Speech to Liberal Democrat conference, Southport, March 2003, a fortnight after the invasion of Iraq.
Let me read you what an advisor to Donald Rumsfeld wrote in a magazine two weeks ago.
“It is always possible to fall off this bandwagon called globalisation. And when you do, bloodshed will follow. And if you’re lucky, so will American troops.”
You can read the rest of the plans for war on anyone who won’t play the globalisation game in Esquire magazine this month.
So don’t be under any illusions about this. The sounds of derision from the Bush administration every time there is some move towards disarmament by Iraq give the game away. They want war, and they want Iraq too – as a base to pressurise the rest of the Middle East.
The truth is that the motives of the British and American governments are almost incompatible, but the British are struggling to keep the Bush administration embedded in the world system.
I hold no brief for Tony Blair, though I admire his courage and determination.
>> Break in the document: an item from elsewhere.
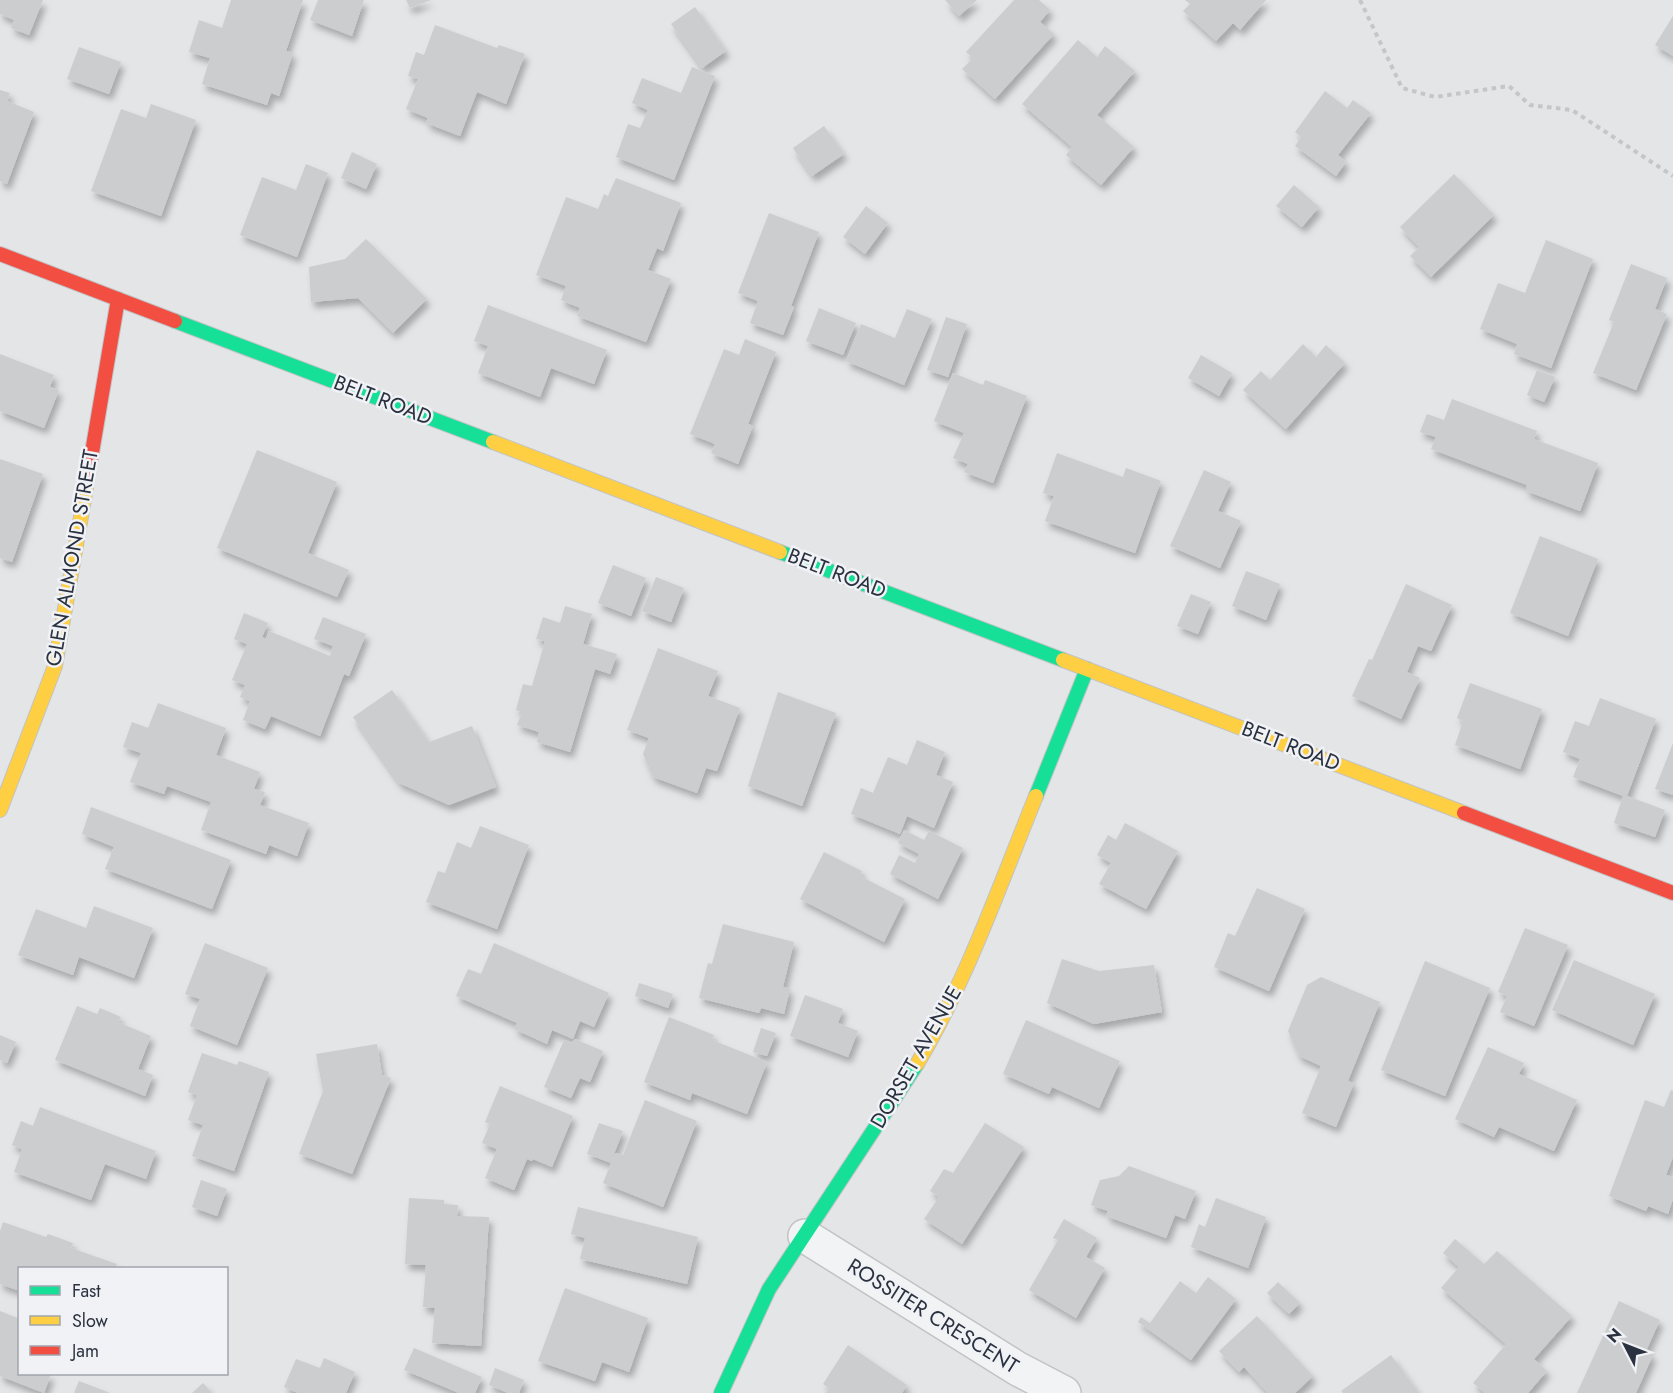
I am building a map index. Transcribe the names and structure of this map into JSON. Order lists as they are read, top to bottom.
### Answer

But I am daily despairing about the way he is consistently humiliated by the US government.
He holds a conference about the future of the Palestinian state. The Americans say nothing when the delegates are banned from coming.
He promises that air strikes will only target military installations. The Pentagon announces its 21,000lb superbomb.
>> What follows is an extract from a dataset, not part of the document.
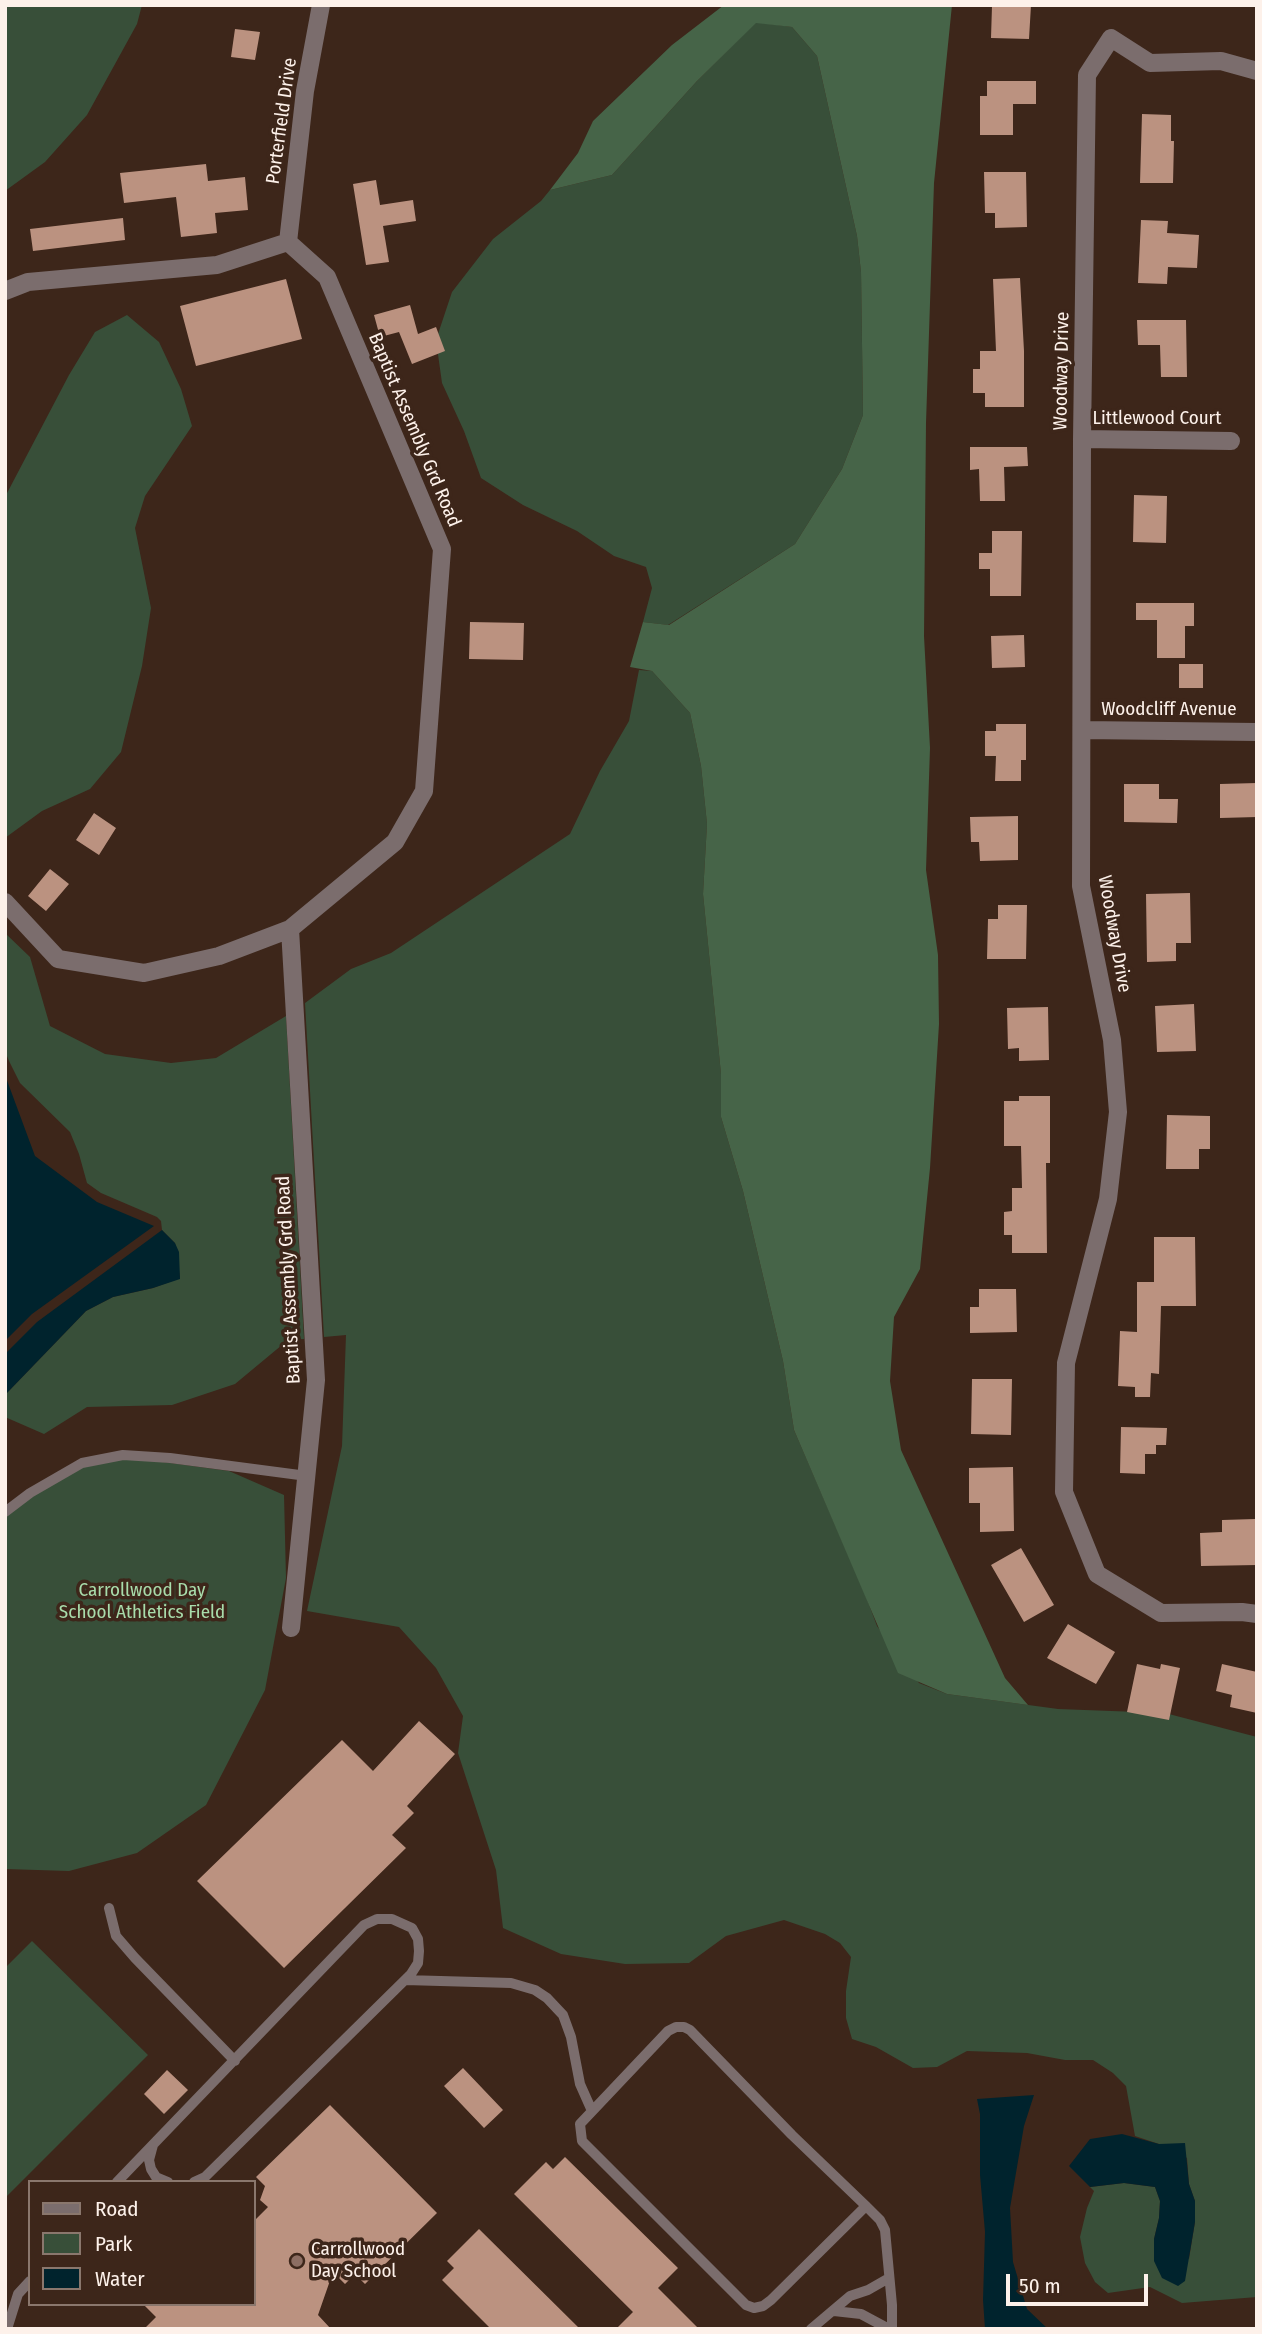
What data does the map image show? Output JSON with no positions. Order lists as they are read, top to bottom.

He promises a collegiate, UN solution to conquered Iraq. And Rumsfeld announces that only American companies will get rebuilding contracts, and the lion’s share will go to the company associated with Gollum.
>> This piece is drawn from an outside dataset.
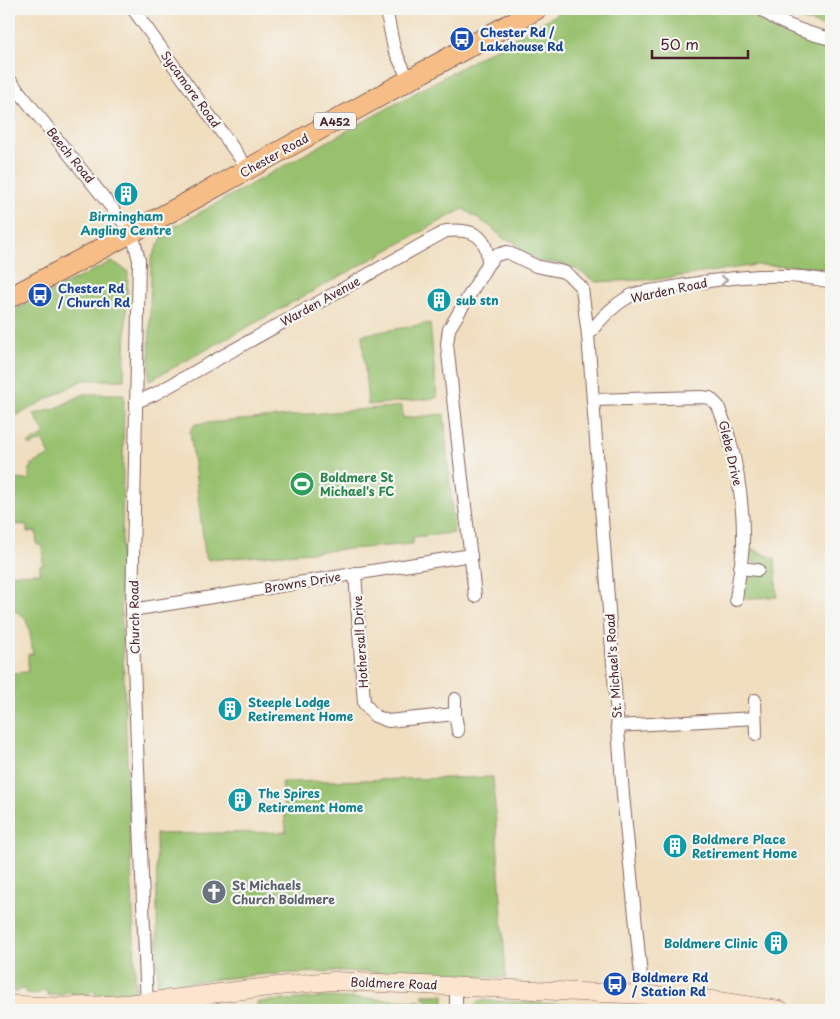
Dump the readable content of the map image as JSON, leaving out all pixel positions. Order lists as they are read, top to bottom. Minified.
{"streets":{"highway":["A452","Chester Road"],"main road":["Boldmere Road"],"street":["Sycamore Road","Beech Road","Warden Road","Warden Avenue","Glebe Drive","Browns Drive","Church Road","Hothersall Drive","St. Michael's Road"]},"crossings":[["Sycamore Road","Chester Road"],["Beech Road","Chester Road"],["Beech Road","Church Road"],["Chester Road","Church Road"],["Warden Road","St. Michael's Road"],["Warden Avenue","Church Road"],["Glebe Drive","St. Michael's Road"],["Browns Drive","Church Road"],["Browns Drive","Hothersall Drive"],["Church Road","Boldmere Road"],["St. Michael's Road","Boldmere Road"]],"one_way":["Warden Road"],"places":{"bus stop":["Chester Rd / Lakehouse Rd","Chester Rd / Church Rd","Boldmere Rd / Station Rd"],"building":["Birmingham Angling Centre","sub stn","Steeple Lodge Retirement Home","The Spires Retirement Home","Boldmere Place Retirement Home","Boldmere Clinic"],"sports":["Boldmere St Michael's FC"],"church":["St Michaels Church Boldmere"]},"scale_bar":"50 m"}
Sorry, that should read ‘Dick Cheney’.
I understand his need to appease the Bush administration, and let’s make no mistake: that’s what is going on.
There are no parallels between Bush and Hitler, of course. Or between the murderous Saddam Hussein and Czechoslovakia – nobody would suggest that. But there are parallels between Blair and Chamberlain in 1938, desperately patching up the structures of the world at Munich by handing over to Germany what might just have seemed reasonable demands.
And like Chamberlain, Blair is undoubtedly asking himself: does Bush have further territorial ambitions in the region? Could appeasement work a second time?
All the evidence is that they do, because they want to pressurise surrounding nations into controlling their terrorist fringes.
That’s understandable, but history shows us it won’t work. Occupations inflame people. Aerial bombardment increases people’s will to resist. History says so time and time again, but the coterie of hawks in the Pentagon never believe it.
Just as Liberals stood out against appeasement in 1938, there comes a point when we have to stand out against it again.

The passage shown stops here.